• [Task item]: A line belongs in the answer only if it contains the word "font"; copy every such line from the listing below.

• [Records shown]:
┄┄┄┄┄┄┄┄┄┄┄┄┄┄┄┄┄┄┄┄

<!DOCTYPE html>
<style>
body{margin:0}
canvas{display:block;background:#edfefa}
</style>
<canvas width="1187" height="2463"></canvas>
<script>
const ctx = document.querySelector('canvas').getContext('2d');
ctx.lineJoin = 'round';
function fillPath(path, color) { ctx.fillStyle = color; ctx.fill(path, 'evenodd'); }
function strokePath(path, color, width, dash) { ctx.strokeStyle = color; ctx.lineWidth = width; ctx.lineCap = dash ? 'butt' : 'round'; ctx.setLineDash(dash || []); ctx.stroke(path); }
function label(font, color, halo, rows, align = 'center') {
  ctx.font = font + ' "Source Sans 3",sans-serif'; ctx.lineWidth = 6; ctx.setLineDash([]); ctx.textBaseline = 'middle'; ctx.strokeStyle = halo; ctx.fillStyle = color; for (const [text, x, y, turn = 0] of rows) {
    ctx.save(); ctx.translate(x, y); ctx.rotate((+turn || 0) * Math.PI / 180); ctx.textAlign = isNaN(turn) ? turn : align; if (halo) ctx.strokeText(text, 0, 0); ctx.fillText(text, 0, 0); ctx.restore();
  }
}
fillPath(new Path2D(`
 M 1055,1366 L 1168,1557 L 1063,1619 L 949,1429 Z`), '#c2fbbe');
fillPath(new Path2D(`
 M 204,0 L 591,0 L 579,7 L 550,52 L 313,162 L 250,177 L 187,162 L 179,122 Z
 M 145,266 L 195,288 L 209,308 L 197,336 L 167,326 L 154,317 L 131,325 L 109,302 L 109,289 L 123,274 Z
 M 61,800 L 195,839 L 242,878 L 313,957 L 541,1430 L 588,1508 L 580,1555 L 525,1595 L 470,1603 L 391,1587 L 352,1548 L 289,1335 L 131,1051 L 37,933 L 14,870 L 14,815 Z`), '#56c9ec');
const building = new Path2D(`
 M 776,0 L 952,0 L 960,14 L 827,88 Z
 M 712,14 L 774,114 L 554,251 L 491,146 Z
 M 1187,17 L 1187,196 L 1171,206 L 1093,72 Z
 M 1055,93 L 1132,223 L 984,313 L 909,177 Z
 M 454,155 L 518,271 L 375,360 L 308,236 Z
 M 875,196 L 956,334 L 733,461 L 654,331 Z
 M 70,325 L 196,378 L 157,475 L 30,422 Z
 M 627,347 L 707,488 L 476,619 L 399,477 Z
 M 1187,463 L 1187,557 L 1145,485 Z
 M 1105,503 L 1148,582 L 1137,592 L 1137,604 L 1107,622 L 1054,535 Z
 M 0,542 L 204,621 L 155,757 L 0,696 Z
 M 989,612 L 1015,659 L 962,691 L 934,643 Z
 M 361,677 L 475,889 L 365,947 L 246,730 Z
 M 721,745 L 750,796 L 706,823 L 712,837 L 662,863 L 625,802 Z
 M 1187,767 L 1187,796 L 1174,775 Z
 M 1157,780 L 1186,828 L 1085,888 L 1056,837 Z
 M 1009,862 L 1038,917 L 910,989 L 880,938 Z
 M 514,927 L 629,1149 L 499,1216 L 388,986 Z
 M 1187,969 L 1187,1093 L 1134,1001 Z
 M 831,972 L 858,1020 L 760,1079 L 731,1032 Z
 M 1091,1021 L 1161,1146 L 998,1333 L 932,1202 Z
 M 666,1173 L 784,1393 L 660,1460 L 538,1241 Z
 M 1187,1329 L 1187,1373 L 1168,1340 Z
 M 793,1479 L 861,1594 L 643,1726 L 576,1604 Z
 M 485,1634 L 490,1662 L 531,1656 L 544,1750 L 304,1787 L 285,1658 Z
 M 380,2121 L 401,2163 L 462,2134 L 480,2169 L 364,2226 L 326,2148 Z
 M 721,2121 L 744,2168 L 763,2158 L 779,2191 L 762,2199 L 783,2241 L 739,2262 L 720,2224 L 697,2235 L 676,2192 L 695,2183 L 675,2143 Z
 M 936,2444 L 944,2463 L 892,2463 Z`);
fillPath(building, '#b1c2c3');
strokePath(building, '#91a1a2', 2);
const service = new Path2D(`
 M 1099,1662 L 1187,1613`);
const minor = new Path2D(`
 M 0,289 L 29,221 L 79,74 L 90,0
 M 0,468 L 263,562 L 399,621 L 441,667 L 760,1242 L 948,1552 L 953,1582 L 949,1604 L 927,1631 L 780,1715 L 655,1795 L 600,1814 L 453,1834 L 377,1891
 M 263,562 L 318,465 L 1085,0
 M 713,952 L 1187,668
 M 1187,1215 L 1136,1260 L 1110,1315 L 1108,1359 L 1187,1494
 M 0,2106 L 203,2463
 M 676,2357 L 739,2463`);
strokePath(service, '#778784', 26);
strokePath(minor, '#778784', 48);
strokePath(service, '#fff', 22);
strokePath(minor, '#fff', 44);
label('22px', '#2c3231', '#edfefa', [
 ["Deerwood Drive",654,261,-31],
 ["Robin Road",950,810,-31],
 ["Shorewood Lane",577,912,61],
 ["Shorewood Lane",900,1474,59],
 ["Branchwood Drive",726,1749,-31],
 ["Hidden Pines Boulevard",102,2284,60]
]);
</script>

┄┄┄┄┄┄┄┄┄┄┄┄┄┄┄┄┄┄┄┄

• [Response area]:
function label(font, color, halo, rows, align = 'center') {
  ctx.font = font + ' "Source Sans 3",sans-serif'; ctx.lineWidth = 6; ctx.setLineDash([]); ctx.textBaseline = 'middle'; ctx.strokeStyle = halo; ctx.fillStyle = color; for (const [text, x, y, turn = 0] of rows) {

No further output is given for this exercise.